- **Directions**
Copy each line of the following data that contains "shadow".

- **Given records**

++++++++

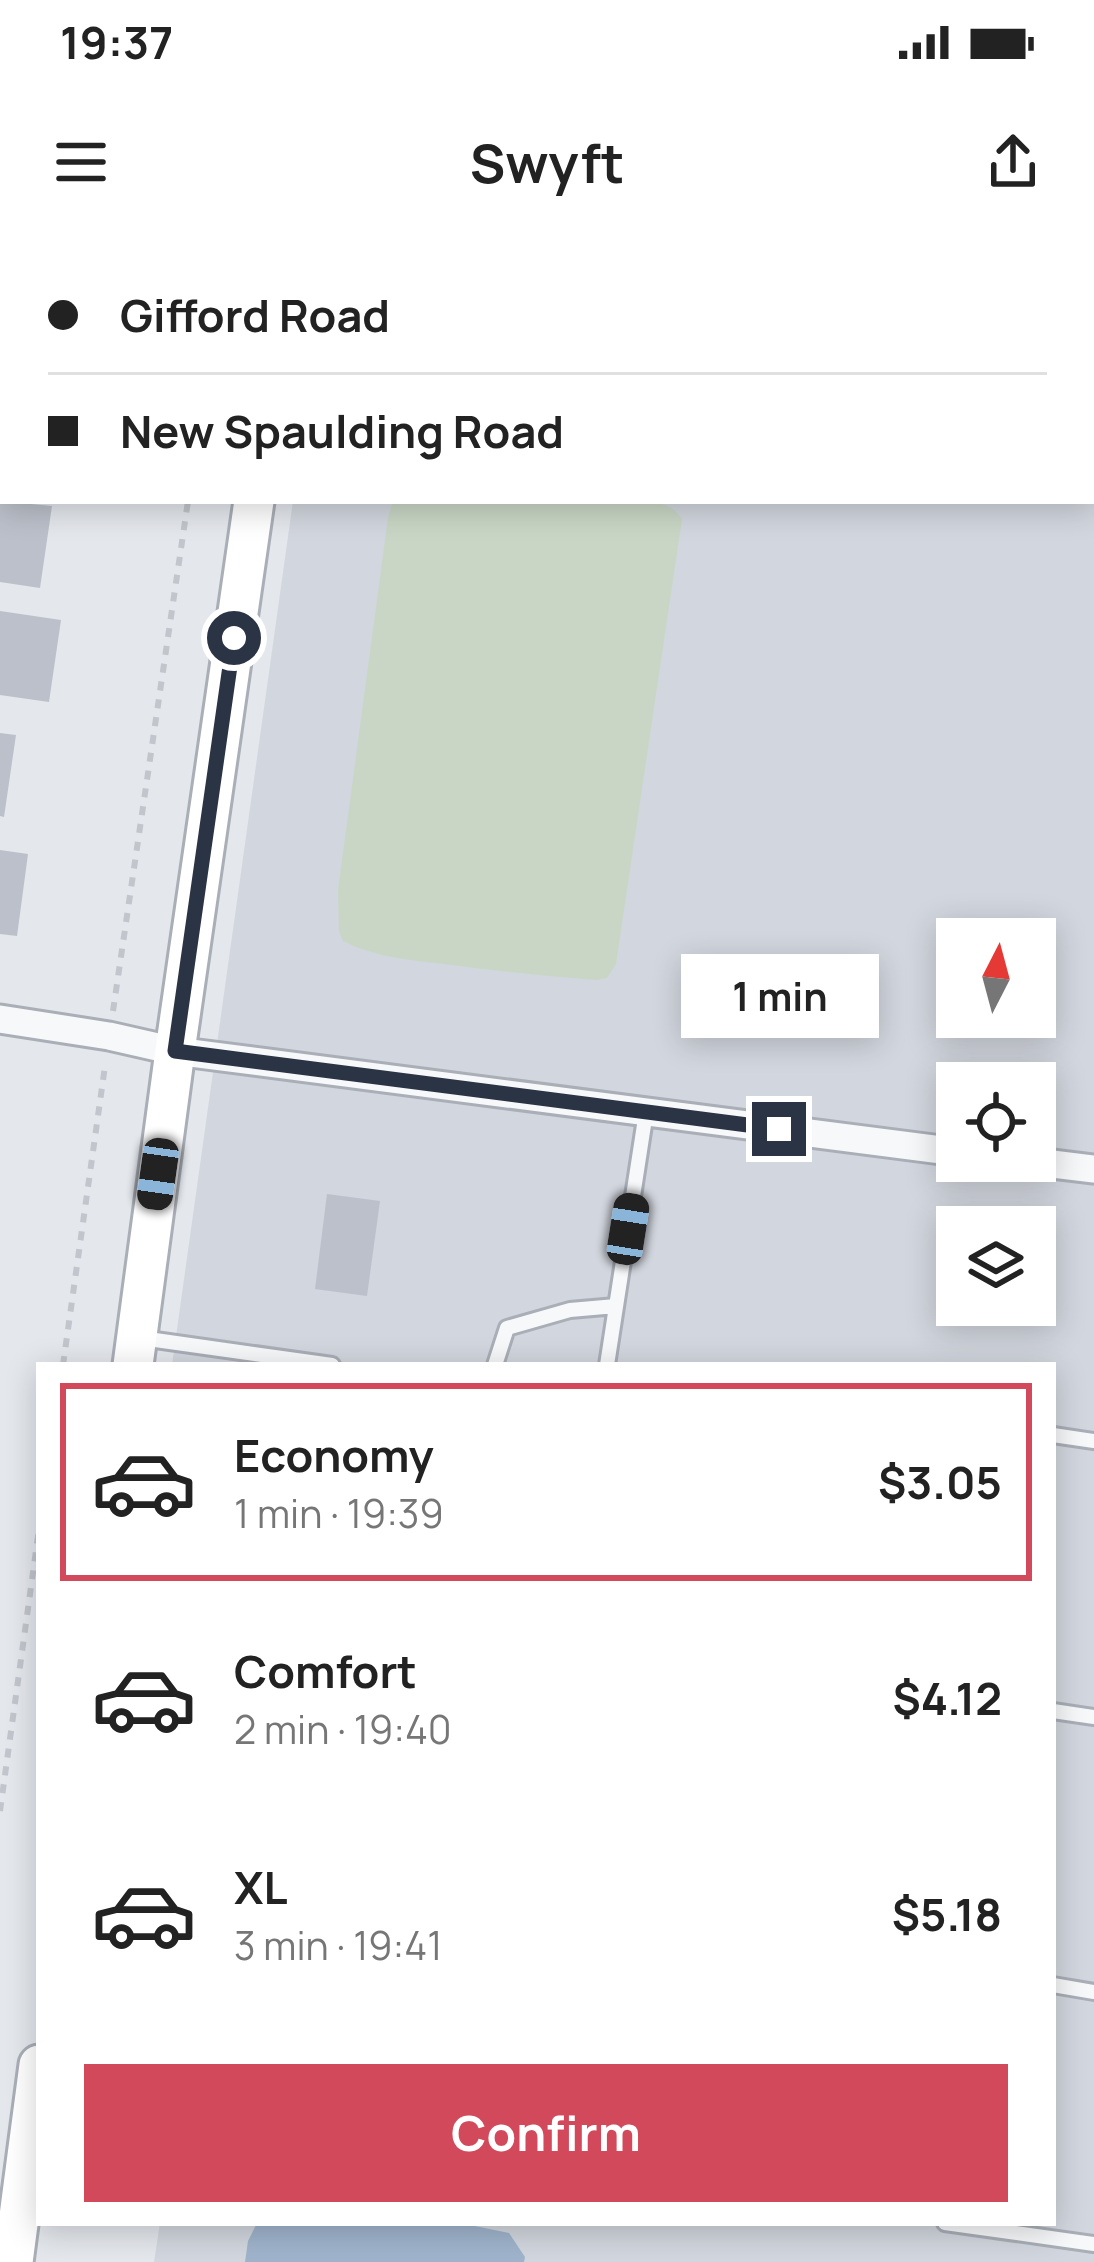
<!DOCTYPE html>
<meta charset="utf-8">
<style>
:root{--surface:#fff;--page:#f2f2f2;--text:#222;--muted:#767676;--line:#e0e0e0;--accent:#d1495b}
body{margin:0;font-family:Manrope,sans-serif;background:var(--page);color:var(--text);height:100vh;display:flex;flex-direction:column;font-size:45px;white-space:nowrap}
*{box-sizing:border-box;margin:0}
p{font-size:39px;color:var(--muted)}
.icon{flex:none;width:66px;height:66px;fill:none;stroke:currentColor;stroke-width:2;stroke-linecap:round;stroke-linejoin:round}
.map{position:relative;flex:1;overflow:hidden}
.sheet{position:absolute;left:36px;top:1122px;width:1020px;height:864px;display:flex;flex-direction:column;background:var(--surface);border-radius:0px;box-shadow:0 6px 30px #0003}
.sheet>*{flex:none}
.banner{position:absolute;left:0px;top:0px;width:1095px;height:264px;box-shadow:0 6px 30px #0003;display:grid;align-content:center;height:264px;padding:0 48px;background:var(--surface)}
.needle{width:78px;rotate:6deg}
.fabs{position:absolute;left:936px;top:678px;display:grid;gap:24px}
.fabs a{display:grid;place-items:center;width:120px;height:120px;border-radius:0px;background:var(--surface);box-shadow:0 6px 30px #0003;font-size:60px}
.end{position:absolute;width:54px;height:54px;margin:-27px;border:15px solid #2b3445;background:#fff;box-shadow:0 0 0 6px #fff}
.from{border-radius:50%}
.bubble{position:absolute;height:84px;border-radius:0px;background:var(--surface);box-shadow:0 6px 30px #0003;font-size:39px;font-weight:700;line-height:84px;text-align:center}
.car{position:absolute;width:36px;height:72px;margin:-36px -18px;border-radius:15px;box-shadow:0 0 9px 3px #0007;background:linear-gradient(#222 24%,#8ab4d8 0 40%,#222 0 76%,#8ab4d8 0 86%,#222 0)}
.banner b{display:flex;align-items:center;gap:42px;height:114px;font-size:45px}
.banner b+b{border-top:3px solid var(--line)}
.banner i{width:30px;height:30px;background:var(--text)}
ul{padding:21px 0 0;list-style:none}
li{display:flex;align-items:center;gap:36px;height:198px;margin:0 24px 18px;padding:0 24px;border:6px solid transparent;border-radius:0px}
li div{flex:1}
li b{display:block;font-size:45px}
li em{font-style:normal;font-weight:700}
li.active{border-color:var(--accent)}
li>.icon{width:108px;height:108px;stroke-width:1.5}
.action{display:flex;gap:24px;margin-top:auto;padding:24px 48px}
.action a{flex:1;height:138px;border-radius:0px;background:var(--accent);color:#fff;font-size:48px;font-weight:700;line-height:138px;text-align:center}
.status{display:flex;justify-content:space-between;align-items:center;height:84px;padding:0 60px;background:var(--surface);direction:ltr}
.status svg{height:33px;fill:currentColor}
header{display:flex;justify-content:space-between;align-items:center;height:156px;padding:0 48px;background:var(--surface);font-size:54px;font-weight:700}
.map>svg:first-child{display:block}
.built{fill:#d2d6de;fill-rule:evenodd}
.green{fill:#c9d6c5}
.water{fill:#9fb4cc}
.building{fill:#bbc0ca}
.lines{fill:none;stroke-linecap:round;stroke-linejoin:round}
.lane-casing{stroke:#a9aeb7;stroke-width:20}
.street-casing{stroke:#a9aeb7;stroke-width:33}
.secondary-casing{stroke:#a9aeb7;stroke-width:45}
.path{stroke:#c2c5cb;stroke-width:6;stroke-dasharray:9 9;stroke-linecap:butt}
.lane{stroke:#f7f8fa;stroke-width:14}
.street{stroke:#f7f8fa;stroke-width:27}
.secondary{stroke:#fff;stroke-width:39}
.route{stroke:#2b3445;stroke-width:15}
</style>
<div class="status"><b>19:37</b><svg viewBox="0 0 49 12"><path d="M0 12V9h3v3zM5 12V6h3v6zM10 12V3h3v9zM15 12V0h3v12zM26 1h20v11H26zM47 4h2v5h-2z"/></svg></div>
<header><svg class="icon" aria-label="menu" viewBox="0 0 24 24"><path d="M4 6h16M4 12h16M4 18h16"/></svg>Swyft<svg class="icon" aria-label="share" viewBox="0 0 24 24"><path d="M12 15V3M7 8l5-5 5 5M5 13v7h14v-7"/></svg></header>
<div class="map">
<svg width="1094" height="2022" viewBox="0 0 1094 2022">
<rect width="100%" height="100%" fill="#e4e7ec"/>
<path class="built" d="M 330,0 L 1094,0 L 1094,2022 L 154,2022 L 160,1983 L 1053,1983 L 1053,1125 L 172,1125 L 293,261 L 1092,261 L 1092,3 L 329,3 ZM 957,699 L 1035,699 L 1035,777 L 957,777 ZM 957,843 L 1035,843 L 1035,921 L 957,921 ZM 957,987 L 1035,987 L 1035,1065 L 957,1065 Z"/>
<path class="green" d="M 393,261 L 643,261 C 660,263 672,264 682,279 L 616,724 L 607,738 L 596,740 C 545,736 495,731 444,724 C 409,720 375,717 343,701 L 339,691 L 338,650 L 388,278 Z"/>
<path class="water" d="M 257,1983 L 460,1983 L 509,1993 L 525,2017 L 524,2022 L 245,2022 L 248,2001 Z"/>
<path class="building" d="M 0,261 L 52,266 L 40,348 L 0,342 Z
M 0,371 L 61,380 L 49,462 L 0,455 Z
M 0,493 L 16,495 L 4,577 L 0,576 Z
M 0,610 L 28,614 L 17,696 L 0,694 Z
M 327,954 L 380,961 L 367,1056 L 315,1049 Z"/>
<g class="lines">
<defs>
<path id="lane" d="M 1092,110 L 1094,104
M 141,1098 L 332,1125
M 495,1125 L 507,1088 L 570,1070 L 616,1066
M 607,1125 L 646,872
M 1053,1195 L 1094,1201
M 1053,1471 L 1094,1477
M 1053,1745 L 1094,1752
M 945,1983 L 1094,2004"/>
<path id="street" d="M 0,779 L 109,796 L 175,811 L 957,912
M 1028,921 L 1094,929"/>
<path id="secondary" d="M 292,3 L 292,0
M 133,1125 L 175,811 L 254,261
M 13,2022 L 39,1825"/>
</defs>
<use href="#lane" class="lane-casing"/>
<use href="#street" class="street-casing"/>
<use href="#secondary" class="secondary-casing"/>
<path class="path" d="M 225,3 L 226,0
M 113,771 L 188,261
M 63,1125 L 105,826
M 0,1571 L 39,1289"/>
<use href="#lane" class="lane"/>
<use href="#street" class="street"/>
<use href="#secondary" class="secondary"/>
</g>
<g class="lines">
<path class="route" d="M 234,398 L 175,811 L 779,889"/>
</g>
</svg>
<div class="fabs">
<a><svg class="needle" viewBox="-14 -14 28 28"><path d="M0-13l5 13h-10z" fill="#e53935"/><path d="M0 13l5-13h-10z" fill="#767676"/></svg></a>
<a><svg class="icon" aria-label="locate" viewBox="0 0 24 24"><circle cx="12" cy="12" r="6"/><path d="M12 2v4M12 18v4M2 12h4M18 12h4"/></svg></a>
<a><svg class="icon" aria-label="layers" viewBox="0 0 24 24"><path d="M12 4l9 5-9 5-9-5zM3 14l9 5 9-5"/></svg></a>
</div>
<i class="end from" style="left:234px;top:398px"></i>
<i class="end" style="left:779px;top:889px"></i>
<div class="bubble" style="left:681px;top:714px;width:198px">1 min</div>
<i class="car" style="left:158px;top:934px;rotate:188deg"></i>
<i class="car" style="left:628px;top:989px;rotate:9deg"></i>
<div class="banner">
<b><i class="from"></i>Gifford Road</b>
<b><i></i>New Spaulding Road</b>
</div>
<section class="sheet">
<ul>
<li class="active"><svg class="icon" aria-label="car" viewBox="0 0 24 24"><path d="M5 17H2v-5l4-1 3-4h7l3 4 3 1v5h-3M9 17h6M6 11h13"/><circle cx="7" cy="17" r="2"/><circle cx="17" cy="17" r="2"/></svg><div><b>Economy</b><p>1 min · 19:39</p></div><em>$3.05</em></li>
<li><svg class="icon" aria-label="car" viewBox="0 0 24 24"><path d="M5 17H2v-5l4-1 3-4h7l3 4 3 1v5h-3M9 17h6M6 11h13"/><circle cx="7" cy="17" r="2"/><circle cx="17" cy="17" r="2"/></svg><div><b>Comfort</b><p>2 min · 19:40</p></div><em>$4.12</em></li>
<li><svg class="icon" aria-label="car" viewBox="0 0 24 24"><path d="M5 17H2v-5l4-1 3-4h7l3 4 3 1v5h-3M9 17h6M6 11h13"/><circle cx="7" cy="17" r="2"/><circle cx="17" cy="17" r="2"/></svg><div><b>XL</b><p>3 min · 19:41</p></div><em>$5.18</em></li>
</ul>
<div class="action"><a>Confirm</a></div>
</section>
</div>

++++++++

- **Answer for the task**
.sheet{position:absolute;left:36px;top:1122px;width:1020px;height:864px;display:flex;flex-direction:column;background:var(--surface);border-radius:0px;box-shadow:0 6px 30px #0003}
.banner{position:absolute;left:0px;top:0px;width:1095px;height:264px;box-shadow:0 6px 30px #0003;display:grid;align-content:center;height:264px;padding:0 48px;background:var(--surface)}
.fabs a{display:grid;place-items:center;width:120px;height:120px;border-radius:0px;background:var(--surface);box-shadow:0 6px 30px #0003;font-size:60px}
.end{position:absolute;width:54px;height:54px;margin:-27px;border:15px solid #2b3445;background:#fff;box-shadow:0 0 0 6px #fff}
.bubble{position:absolute;height:84px;border-radius:0px;background:var(--surface);box-shadow:0 6px 30px #0003;font-size:39px;font-weight:700;line-height:84px;text-align:center}
.car{position:absolute;width:36px;height:72px;margin:-36px -18px;border-radius:15px;box-shadow:0 0 9px 3px #0007;background:linear-gradient(#222 24%,#8ab4d8 0 40%,#222 0 76%,#8ab4d8 0 86%,#222 0)}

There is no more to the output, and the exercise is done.